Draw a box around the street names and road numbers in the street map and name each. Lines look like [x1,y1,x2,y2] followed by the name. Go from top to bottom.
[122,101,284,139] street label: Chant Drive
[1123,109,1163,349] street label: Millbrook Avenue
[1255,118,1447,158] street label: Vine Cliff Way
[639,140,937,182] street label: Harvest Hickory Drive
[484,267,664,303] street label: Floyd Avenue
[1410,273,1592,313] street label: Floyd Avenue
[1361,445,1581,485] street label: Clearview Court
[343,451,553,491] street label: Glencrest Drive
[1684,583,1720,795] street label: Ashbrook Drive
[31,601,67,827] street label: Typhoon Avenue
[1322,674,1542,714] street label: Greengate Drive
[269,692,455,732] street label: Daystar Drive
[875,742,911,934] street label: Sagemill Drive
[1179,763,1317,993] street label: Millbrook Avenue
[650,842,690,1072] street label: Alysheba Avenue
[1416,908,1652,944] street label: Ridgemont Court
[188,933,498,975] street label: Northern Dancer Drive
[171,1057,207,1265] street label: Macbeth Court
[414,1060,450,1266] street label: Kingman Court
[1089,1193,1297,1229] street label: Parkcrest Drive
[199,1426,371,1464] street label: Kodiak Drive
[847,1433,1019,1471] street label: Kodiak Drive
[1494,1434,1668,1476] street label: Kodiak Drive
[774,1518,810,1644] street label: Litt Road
========
→ Task to complete: Each line of the records must be reproduced exactly.

→ Response to the exercise:
Draw a box around the street names and road numbers in the street map and name each. Lines look like [x1,y1,x2,y2] followed by the name. Go from top to bottom.
[122,101,284,139] street label: Chant Drive
[1123,109,1163,349] street label: Millbrook Avenue
[1255,118,1447,158] street label: Vine Cliff Way
[639,140,937,182] street label: Harvest Hickory Drive
[484,267,664,303] street label: Floyd Avenue
[1410,273,1592,313] street label: Floyd Avenue
[1361,445,1581,485] street label: Clearview Court
[343,451,553,491] street label: Glencrest Drive
[1684,583,1720,795] street label: Ashbrook Drive
[31,601,67,827] street label: Typhoon Avenue
[1322,674,1542,714] street label: Greengate Drive
[269,692,455,732] street label: Daystar Drive
[875,742,911,934] street label: Sagemill Drive
[1179,763,1317,993] street label: Millbrook Avenue
[650,842,690,1072] street label: Alysheba Avenue
[1416,908,1652,944] street label: Ridgemont Court
[188,933,498,975] street label: Northern Dancer Drive
[171,1057,207,1265] street label: Macbeth Court
[414,1060,450,1266] street label: Kingman Court
[1089,1193,1297,1229] street label: Parkcrest Drive
[199,1426,371,1464] street label: Kodiak Drive
[847,1433,1019,1471] street label: Kodiak Drive
[1494,1434,1668,1476] street label: Kodiak Drive
[774,1518,810,1644] street label: Litt Road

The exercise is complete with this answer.